Pittsburgh's growing popularity reflected in migration numbers
By Sam Spatter
Published: Thursday, March 21, 2013, 11:18 p.m.
Updated: Friday, March 22, 2013
Something unusual is happening in the Pittsburgh region: More people are moving here than leaving — something that hasn't happened for decades.
The reversal in migration trends highlights the boom in the gas industry and Pittsburgh's transformation from a blue-collar, steel industry town to a center for technology, health care and banking.
Pittsburgh's growing popularity also is being fueled by its low cost of living and national recognition as one of the best places to live.
“These past two years of higher immigration than out migration have surpassed any of the 20 years I have served as relocation director during my 32 years in real estate,” said Elaine DeBildt, with Prudential Preferred Realty.
Prudential and other companies involved in relocation services say they have noticed an uptick in business trends that point, at least anecdotally, to a reversal in people fleeing the region for opportunities elsewhere.

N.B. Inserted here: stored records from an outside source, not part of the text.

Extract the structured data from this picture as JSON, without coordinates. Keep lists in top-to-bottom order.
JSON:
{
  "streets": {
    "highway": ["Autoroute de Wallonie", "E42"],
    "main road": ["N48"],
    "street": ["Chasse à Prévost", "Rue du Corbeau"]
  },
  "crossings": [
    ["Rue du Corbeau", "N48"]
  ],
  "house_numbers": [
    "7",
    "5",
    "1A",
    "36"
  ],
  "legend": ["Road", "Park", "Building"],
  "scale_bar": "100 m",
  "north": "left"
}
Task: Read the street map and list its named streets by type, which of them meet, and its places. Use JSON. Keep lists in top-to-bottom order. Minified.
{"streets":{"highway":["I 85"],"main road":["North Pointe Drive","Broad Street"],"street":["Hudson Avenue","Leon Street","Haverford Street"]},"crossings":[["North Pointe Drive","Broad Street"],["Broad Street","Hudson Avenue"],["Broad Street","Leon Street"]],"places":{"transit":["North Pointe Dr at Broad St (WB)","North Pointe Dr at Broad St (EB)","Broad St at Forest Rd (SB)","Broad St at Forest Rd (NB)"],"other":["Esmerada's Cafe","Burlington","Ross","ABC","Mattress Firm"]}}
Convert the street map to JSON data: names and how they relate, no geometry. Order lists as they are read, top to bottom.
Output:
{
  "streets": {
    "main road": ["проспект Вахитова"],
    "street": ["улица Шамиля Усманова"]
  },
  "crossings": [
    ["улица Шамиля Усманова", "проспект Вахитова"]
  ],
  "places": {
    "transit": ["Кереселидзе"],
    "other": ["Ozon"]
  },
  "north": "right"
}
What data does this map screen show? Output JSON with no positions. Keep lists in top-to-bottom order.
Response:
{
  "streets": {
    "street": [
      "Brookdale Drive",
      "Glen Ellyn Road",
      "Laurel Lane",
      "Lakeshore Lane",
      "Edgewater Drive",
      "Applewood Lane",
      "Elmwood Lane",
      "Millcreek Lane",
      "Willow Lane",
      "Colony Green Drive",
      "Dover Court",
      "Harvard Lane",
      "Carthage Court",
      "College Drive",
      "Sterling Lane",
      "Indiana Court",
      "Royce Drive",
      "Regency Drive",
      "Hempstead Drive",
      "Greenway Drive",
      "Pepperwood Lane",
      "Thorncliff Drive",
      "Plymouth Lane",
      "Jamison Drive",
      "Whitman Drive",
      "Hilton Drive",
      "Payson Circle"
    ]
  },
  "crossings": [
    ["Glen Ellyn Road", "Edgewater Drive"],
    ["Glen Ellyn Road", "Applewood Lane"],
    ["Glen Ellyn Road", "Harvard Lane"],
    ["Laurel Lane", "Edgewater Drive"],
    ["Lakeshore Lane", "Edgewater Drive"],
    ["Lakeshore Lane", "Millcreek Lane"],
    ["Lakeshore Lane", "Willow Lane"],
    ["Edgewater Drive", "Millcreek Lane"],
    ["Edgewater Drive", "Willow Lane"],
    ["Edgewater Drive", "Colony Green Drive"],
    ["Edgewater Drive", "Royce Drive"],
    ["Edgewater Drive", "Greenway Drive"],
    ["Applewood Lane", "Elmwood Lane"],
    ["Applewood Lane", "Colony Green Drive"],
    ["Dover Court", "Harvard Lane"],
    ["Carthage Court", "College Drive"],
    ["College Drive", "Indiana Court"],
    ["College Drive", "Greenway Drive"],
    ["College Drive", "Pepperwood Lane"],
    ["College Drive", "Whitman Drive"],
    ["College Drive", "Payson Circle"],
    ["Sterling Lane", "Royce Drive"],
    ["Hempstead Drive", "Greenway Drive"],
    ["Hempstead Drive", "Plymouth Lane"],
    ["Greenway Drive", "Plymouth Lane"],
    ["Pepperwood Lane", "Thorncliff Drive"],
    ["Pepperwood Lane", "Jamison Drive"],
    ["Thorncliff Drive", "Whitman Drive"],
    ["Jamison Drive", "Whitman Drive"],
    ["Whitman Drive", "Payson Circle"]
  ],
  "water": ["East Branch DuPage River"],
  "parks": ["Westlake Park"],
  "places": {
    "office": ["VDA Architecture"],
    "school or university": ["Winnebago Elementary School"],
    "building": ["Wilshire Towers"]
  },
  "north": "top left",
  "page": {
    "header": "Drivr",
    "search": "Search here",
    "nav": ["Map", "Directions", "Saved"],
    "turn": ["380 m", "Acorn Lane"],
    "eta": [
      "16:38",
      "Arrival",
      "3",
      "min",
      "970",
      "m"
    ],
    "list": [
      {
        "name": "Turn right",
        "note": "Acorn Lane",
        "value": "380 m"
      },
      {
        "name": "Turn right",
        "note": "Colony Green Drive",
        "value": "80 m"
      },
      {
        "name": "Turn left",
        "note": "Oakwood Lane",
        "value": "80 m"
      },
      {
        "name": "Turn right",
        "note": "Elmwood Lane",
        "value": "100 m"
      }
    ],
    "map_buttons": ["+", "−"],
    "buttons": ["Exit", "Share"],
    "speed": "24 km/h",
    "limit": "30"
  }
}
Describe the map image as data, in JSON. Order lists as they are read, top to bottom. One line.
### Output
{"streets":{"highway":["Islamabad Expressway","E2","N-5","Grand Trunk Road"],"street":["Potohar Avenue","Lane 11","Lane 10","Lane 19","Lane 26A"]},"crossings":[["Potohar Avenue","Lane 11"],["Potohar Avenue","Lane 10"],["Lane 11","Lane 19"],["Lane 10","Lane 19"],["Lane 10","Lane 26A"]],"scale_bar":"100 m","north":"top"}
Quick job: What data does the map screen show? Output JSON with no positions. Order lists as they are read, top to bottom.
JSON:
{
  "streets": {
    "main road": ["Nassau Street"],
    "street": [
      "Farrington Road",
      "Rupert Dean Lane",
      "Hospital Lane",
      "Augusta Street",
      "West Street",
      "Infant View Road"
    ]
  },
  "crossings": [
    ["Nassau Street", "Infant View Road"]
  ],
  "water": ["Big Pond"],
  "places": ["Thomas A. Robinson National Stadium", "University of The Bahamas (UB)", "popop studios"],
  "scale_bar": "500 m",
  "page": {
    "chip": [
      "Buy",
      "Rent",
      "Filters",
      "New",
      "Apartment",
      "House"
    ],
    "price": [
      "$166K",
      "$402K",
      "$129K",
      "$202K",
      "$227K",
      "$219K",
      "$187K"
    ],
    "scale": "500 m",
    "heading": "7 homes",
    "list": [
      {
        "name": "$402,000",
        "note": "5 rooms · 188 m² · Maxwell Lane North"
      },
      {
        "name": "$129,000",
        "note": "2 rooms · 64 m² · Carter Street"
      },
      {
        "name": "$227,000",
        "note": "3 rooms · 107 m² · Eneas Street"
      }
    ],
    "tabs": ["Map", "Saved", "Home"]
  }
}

The trend is buttressed by data from the U.S. Census Bureau that show the seven-county region's population rose by 3,906 to 2,360,733 in the past two years. The census numbers would include births as well as residents moving into the area.
But the data underscore numbers from Prudential. DeBildt said last year Prudential handled relocation transactions for 1,091 families who moved into the Pittsburgh region while only 209 for those leaving.
Coldwell Banker Real Estate Services agents helped 929 families who were seeking to move into the area but referred 651 leaving the area to agents in their new locations,” said Sam (cq) Murphy, relocation manager and director of business development.
Other realtors and moving companies report similar trends in their business, higher volumes of incoming referrals than referrals of those moving out, although they declined to provide specific numbers.
“We've been seeing this immigration into the region over the past couple of years,” said Allegheny County Chief Executive Rich Fitzgerald.
Among those who moved here last year were Erek and Melodie Lam, who came to the region from Rochester, Minn. For Melodie, it was actually a homecoming.
The former Charleroi resident was thrilled when UPMC hired her physician husband, Erek, who works as UPMC Passavant. And with the help of Kevin Mihm of Coldwell Banker, they found a house in Pine Township that fits their lifestyle, she said.
The changing trends in relocation activity — with more people coming than leaving — started in 2011 and shows no letup, DeBildt said.
“The increase in immigration here is part of a broader trend we are observing here with a workforce at an all-time high at the end of 2012, and we still have 20,000 job openings,” said Dennis Yablonsky, CEO of the Allegheny Conference on Community Development.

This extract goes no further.